Figure 5 and Table 2 show that there is, in practise, little distinction in the waiting time to start treatment between the JCCO categories of urgent and routine, as currently self-defined by departments across the United Kingdom. The poor compliance with the JCCO target that urgent treatment should be given within 48 h probably reflects inappropriate categorisation, as 38% of all patients were so categorised (Table 2). We suggest that urgent systemic therapy should be defined as that required within 24 h (maximum 48 h) to avoid the risk of clinical deterioration, particularly in patients with acute leukaemia, lymphoma or germ cell tumour.

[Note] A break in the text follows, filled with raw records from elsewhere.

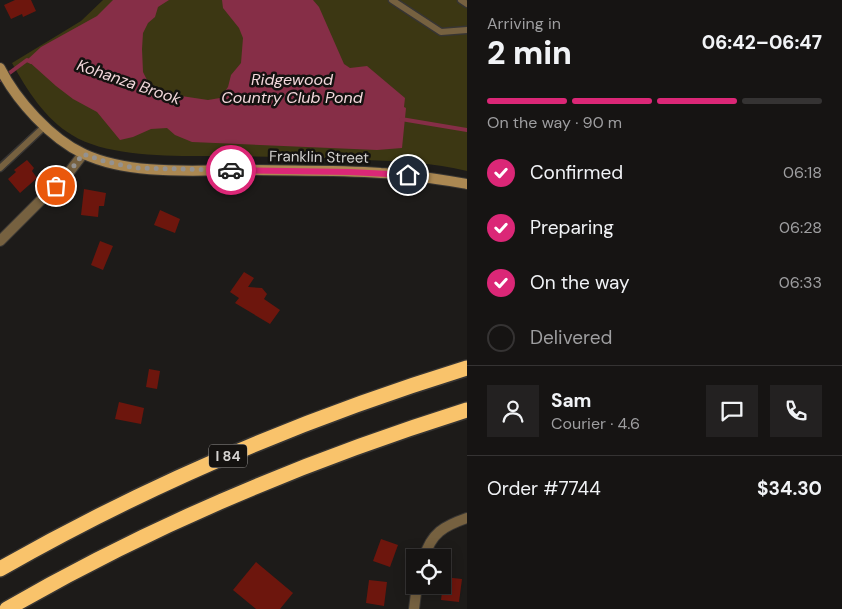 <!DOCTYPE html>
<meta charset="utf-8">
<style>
:root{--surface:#161413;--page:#232121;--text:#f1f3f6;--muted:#9e9ea0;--line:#353333;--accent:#db2777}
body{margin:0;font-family:"DM Sans",sans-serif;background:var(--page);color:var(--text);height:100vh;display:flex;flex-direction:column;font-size:19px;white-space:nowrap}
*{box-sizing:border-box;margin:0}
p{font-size:16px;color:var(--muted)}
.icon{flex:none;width:28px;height:28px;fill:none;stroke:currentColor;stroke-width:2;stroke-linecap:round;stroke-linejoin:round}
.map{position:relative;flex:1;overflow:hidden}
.side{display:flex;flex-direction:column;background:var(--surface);width:375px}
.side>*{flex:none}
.controls{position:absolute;left:406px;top:549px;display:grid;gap:10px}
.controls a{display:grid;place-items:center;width:45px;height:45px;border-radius:0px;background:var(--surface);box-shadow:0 2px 12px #0003,0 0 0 1px var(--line);font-size:25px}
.pin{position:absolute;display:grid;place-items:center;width:42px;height:42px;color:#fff;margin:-21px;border:2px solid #fff;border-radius:50%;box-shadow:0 1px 5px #0007}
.courier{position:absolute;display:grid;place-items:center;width:50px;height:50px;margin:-25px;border:4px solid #db2777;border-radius:50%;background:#fff;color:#222;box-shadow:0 1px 6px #0007}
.head em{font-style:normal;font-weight:800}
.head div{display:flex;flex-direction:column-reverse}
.head{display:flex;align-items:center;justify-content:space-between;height:85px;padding:0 20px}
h1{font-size:32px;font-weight:800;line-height:38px}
.bar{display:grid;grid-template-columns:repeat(4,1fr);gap:8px 5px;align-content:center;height:60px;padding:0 20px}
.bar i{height:6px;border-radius:4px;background:var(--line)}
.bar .current{background:var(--accent)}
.bar p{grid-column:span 4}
.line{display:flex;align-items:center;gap:12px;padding:0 20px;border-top:1px solid var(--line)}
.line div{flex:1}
.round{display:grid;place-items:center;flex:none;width:52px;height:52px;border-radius:0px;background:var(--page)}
ol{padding:0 20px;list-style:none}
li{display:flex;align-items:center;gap:15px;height:55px}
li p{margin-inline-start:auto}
li .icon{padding:5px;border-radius:50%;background:var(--accent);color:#fff;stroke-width:4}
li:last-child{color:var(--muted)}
li i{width:28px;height:28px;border:2px solid var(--line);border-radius:50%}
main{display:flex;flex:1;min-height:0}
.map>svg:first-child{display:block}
</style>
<main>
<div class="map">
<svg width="467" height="609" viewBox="0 0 467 609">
<rect width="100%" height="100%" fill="#1d1b19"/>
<!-- green -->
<path fill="#3c3713" d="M103,0H467V171C434,163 399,161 365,160C320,157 274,157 228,156C184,156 110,159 72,135C45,119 27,90 12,63L81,21Z"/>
<!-- water -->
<polygon fill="#862e47" points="113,0 169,0 158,7 155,17 148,23 143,33 142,49 143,72 149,84 168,94 208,100 220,98 228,87 231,75 241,63 243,38 239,28 223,8 222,0 313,0 319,7 344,64 350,68 367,66 405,98 404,107 406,108 402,148 377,150 192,142 175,135 167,128 151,129 133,137 120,140 97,112 73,99 56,86 27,60 41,47 97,16"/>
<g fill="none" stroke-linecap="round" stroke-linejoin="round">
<!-- stream -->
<g stroke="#862e47" stroke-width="4">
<polyline points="0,80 27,60 31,62"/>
<polyline points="401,119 467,130"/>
</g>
</g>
<!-- building -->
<g fill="#6d160d">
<polygon points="15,0 31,0 36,11 23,17 22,14 11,19 4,5"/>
<polygon points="27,160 34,168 32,171 37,178 20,193 8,179 16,172 14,170"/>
<polygon points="84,189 106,193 104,206 99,206 98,217 81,215"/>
<polygon points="160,210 180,219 175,233 154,225"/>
<polygon points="100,241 113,246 103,270 91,265"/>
<polygon points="244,272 254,278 248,287 262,288 267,294 264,299 280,310 270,324 235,303 239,298 230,292"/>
<polygon points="149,369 160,371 157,389 146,387"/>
<polygon points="119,402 144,408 141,424 115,419"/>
<polygon points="381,539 398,545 390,567 373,561"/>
<polygon points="256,562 293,593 280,609 256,609 233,590"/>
<polygon points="444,577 462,579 459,602 441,600"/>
<polygon points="369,580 387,582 384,606 366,603"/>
</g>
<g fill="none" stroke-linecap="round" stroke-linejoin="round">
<!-- service casing -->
<g stroke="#373533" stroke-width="9">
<g id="service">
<polyline points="392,0 441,32 467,30"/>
<polyline points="461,0 467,4"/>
<polyline points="0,168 45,126"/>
</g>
</g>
<!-- minor casing -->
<g stroke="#373533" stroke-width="12">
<g id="minor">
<polyline points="0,241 70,171 83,154"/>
<path d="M424,558C431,533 444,526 467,518"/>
<polyline points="414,609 417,585"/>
</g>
</g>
<!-- secondary casing -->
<g stroke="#373533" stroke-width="12">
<path id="secondary" d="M0,68C16,100 51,139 84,154C132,176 196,170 248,170C292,171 337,170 381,173C410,174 438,179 467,184"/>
</g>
<!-- motorway casing -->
<g stroke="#373533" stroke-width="18">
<g id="motorway">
<path d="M0,569C147,485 305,418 467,368"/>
<path d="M7,609C152,525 308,460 467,410"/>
</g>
</g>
<!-- service -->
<use href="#service" stroke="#766140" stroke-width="6"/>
<!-- minor -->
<use href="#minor" stroke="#766140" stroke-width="10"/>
<!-- secondary -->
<use href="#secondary" stroke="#ab8852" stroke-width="10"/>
<!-- motorway -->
<use href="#motorway" stroke="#f9c36b" stroke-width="15"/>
</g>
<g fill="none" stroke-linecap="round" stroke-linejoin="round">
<!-- done -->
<polyline stroke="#949290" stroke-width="5" stroke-dasharray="0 9" points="56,186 70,171 83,154 104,161 135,168 231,170"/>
<!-- route -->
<polyline stroke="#db2777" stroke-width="6" points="231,170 350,172 408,175"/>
</g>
<g text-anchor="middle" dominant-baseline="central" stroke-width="5" stroke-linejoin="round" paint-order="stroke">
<!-- shield labels -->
<rect fill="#141210" stroke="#9a9896" stroke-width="1" x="209" y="444.5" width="38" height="23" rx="4"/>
<g font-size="14" font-weight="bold" fill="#d4d2d0">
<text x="228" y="456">I 84</text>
</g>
<!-- street labels -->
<g font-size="15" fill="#d4d2d0" stroke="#141210">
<text transform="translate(319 157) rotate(1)">Franklin Street</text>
</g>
<!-- water labels -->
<g font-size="16" font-style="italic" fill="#f3d8dc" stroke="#141210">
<text x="292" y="79">Ridgewood<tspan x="292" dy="18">Country Club Pond</tspan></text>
<text transform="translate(129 82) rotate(19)">Kohanza Brook</text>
</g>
</g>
</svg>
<div class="controls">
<a><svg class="icon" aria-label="locate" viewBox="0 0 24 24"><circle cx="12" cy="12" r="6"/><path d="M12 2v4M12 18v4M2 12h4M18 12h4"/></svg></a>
</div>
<div class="pin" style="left:56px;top:186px;background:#ea580c"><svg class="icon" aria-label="bag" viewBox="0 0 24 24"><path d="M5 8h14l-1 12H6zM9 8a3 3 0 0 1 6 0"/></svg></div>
<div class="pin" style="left:408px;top:175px;background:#1f2937"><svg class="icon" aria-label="home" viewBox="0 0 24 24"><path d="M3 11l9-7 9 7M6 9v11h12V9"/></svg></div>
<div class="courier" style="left:231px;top:170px"><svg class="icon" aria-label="car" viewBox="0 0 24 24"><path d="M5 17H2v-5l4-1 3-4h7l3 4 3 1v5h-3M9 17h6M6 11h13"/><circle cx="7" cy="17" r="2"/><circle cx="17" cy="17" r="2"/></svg></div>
</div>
<section class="side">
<div class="head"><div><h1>2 min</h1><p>Arriving in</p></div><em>06:42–06:47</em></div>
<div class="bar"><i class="current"></i><i class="current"></i><i class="current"></i><i></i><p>On the way · 90 m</p></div>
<ol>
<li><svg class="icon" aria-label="check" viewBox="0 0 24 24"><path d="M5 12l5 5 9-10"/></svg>Confirmed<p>06:18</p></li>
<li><svg class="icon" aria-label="check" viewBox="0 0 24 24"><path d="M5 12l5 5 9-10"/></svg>Preparing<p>06:28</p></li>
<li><svg class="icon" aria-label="check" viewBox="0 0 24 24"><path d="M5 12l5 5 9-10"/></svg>On the way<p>06:33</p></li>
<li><i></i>Delivered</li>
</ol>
<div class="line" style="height:90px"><a class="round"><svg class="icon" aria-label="person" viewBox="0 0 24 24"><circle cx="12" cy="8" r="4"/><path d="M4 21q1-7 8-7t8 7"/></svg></a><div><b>Sam</b><p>Courier · 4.6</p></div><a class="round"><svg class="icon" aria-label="chat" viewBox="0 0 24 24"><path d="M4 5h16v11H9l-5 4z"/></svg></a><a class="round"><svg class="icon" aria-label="phone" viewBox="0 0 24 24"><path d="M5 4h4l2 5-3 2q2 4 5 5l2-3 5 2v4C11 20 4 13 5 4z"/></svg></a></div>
<div class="line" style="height:65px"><div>Order #7744</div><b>$34.30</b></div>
</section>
</main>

Performance across the United Kingdom against the Department of Health 31-day and 62-day targets shows that there is high compliance with the 31-day target at 98.1% of patients. The result for the 62-day target is less satisfactory at 76.2%, on a sample of only 84 out of 936 patients (9% of total), and 74% of otherwise eligible cases were excluded because the date of urgent referral by the GP was not submitted in our survey. The Department of Health cancer waiting times database for the United Kingdom for the same period (quarter 4, 2006/7) includes a much larger sample of 4538 patients treated both with chemotherapy and with hormones, which were excluded from our study (Department of Health, 2007b). For the administration of these anti-cancer drugs, there was 96% compliance when only a single trust was involved and 91% compliance where inter-trust transfers were involved (Di Riley, Cancer Action Team, personal communication), for an overall result of 96% compliance (Department of Health, 2007b). Further analysis would be required to determine the cause of the discrepancy, but these results are not necessarily incompatible with each other. The strength of our study, however, was that it also included the 66% of patients who are not measured by this target.

Conclusion

This audit has established a baseline measurement of waiting times for systemic therapy across the United Kingdom. The continuing introduction of novel therapies will have a significant effect on the demands on the service. We recommend that service managers model the likely impact on resource requirements, possibly using the C-PORT tool being developed by the Department of Health (Cancer Action Team, 2006). In addition, urgent treatment should be clearly defined as that required within 24 h (maximum 48 h) to avoid the risk of clinical deterioration, particularly in patients with acute leukaemia, lymphoma or germ cell tumour.